THE PROBLEM. Reproduce exactly the lines below from the one containing "flex:none; width:38px; height:38px;" through the one containing "position:absolute; left:1754px; top:21px;", including both, and nothing else.

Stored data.
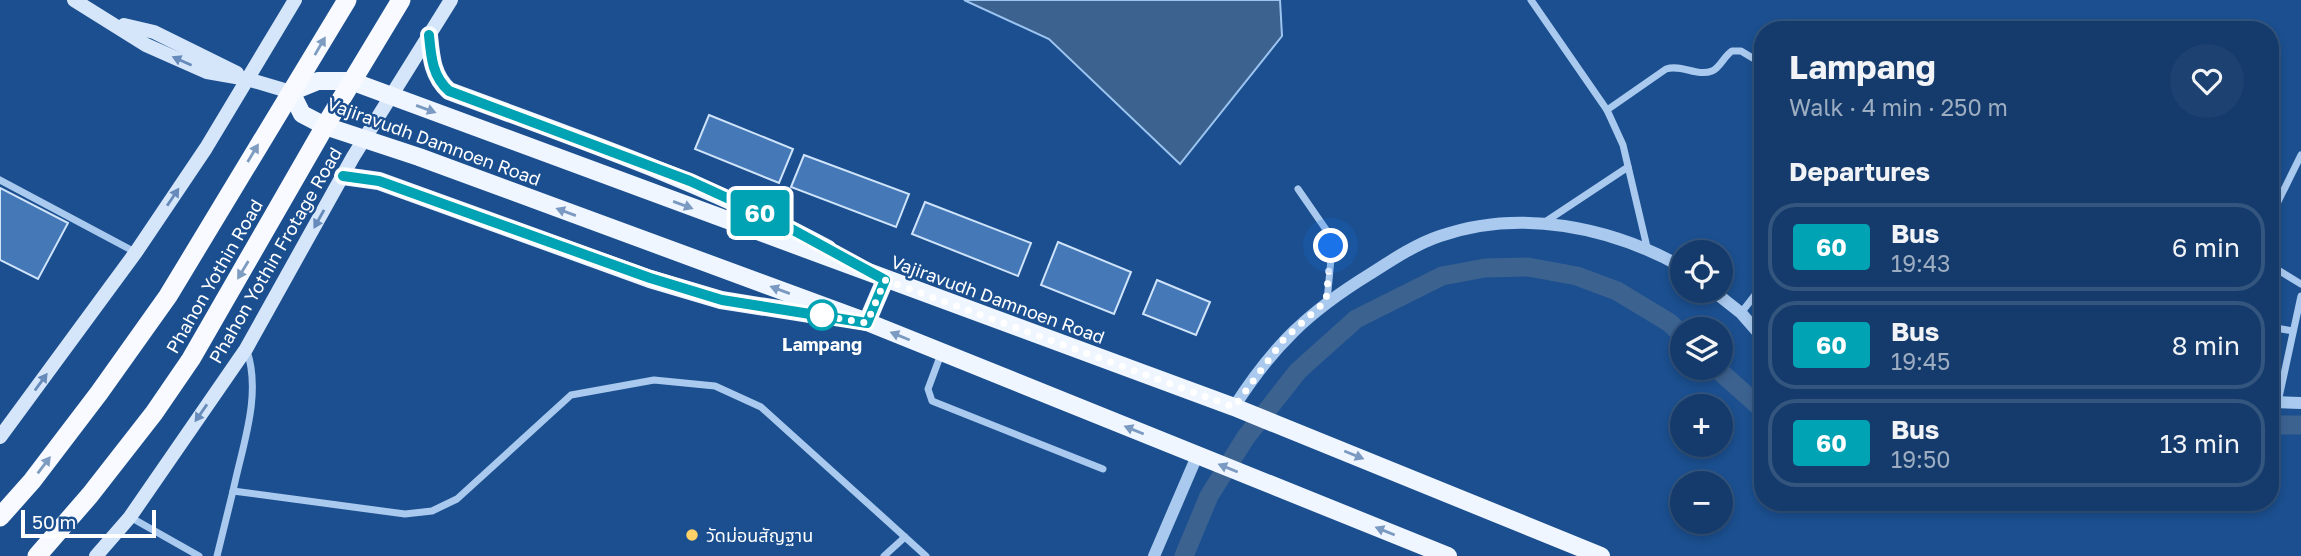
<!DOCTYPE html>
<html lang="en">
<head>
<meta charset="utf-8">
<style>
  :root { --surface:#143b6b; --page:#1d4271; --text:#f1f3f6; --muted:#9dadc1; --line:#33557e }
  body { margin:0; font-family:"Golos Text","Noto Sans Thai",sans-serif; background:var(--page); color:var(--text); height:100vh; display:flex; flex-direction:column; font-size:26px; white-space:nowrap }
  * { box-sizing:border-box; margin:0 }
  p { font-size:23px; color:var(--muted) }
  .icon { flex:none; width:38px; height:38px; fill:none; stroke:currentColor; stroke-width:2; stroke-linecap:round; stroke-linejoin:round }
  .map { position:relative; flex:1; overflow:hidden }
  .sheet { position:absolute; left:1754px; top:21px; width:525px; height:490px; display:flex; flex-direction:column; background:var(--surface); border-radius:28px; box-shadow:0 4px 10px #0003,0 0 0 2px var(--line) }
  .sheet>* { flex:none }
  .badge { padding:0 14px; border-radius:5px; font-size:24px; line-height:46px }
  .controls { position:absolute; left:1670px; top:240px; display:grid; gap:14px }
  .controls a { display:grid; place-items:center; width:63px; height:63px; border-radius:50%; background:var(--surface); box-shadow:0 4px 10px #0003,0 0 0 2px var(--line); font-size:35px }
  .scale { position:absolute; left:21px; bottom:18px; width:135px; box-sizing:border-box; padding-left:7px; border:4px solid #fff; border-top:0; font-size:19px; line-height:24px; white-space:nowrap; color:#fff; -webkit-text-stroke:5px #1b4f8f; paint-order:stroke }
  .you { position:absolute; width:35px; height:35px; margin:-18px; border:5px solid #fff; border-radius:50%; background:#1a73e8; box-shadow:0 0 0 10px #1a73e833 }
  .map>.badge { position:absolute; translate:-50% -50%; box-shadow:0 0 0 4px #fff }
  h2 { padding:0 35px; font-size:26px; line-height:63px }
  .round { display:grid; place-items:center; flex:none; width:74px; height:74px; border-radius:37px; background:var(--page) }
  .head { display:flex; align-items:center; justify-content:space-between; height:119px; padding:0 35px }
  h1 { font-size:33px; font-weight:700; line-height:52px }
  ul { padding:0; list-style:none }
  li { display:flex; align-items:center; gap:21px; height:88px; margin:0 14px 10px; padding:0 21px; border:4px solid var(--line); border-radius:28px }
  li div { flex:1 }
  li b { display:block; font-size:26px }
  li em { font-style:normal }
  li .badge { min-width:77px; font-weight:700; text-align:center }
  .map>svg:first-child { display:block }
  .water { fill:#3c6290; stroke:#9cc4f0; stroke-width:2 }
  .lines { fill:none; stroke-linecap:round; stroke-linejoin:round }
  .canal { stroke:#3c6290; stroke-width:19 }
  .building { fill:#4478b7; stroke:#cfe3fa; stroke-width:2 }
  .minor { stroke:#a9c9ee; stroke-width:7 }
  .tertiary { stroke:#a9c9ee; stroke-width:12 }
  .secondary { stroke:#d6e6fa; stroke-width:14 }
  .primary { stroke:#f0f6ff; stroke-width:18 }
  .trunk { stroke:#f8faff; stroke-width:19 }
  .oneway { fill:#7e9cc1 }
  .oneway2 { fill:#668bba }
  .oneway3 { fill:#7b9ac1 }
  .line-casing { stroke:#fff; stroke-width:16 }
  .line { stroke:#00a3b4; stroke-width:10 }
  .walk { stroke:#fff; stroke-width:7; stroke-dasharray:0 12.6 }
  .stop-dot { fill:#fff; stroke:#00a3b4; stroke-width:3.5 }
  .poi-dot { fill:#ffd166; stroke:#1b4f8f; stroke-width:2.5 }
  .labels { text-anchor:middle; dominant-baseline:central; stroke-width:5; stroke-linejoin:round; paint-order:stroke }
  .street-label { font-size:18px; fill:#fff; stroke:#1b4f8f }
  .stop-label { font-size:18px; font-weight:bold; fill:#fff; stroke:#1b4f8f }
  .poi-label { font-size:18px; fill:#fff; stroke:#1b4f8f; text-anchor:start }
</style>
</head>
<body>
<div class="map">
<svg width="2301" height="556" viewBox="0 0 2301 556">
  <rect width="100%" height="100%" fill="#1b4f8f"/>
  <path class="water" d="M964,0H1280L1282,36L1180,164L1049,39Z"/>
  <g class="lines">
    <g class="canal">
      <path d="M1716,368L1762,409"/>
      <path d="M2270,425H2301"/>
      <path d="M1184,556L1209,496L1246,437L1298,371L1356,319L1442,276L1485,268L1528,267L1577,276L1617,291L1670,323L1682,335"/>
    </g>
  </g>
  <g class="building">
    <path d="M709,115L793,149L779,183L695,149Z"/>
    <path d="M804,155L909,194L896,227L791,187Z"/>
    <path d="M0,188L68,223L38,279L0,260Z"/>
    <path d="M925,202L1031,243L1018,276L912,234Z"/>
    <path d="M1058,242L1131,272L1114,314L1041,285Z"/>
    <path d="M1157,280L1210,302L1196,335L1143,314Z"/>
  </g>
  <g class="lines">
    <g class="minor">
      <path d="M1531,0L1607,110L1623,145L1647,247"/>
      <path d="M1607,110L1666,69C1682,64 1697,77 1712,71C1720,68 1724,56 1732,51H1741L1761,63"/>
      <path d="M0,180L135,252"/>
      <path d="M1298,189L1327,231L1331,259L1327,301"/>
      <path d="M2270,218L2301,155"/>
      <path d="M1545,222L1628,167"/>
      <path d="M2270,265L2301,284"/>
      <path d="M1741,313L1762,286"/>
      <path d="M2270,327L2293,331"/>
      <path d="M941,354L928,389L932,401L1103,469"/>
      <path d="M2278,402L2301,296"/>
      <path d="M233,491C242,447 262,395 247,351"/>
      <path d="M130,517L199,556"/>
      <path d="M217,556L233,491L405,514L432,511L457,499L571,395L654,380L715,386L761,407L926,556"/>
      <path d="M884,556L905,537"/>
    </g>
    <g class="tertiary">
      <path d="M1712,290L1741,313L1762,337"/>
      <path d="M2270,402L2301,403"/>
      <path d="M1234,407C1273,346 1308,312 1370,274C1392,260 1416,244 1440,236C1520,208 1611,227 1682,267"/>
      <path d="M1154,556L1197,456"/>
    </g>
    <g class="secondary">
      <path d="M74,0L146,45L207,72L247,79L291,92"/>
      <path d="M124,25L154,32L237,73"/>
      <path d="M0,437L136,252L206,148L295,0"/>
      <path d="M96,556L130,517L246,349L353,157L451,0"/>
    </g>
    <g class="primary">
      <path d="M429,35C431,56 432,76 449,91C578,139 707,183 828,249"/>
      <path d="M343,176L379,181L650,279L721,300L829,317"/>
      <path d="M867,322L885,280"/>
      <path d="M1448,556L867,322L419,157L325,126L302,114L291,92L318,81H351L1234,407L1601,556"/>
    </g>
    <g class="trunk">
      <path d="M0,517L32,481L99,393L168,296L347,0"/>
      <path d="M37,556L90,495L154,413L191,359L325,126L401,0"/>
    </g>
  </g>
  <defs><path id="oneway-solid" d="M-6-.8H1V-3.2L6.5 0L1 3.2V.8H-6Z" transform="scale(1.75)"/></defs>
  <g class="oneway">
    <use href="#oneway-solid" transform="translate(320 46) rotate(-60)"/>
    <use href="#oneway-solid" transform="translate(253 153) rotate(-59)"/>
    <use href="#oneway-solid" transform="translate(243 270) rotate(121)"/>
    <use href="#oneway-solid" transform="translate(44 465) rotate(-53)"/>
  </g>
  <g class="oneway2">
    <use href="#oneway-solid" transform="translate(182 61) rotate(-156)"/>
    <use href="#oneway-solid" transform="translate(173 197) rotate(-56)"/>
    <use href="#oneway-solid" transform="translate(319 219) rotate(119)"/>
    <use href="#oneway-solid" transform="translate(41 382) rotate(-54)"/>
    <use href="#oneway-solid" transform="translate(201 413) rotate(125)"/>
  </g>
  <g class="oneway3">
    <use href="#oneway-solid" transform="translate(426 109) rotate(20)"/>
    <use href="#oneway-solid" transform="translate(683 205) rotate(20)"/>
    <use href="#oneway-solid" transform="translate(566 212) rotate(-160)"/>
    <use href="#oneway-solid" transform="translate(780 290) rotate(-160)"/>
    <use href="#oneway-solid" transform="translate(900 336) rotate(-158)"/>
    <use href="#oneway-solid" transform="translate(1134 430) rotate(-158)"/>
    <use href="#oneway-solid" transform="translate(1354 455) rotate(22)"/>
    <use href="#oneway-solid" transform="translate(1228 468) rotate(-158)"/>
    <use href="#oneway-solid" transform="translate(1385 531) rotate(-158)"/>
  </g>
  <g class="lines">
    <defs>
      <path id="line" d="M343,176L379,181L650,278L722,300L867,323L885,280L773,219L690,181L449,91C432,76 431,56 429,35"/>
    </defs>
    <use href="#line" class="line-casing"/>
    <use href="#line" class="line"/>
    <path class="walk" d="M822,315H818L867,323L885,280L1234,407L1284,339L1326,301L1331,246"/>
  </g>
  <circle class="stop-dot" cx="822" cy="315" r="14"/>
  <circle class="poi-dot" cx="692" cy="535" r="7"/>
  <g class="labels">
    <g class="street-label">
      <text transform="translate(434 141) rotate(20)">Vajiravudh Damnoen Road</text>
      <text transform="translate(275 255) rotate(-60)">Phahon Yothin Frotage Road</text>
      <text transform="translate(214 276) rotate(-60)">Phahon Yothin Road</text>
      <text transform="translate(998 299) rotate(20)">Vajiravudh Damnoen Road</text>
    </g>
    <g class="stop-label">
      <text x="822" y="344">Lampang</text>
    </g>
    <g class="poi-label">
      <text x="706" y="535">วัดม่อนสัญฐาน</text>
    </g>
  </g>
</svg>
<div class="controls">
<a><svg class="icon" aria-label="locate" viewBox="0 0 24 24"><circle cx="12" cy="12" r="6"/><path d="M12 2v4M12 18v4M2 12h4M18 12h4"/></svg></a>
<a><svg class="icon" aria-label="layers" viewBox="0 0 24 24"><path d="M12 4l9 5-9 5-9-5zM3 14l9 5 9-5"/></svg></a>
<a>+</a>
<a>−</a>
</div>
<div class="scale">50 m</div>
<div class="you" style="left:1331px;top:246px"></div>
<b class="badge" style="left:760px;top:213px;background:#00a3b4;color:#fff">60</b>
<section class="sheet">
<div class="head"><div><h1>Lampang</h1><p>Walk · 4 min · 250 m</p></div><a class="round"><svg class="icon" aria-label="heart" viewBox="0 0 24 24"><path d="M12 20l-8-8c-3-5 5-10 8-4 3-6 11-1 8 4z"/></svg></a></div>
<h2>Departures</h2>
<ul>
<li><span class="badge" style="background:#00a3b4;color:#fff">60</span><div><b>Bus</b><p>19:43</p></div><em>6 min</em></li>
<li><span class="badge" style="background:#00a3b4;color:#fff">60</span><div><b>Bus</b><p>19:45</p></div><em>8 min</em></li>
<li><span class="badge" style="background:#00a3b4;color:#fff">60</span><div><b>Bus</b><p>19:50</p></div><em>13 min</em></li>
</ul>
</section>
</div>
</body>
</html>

SOLUTION TO THE EXERCISE.
  .icon { flex:none; width:38px; height:38px; fill:none; stroke:currentColor; stroke-width:2; stroke-linecap:round; stroke-linejoin:round }
  .map { position:relative; flex:1; overflow:hidden }
  .sheet { position:absolute; left:1754px; top:21px; width:525px; height:490px; display:flex; flex-direction:column; background:var(--surface); border-radius:28px; box-shadow:0 4px 10px #0003,0 0 0 2px var(--line) }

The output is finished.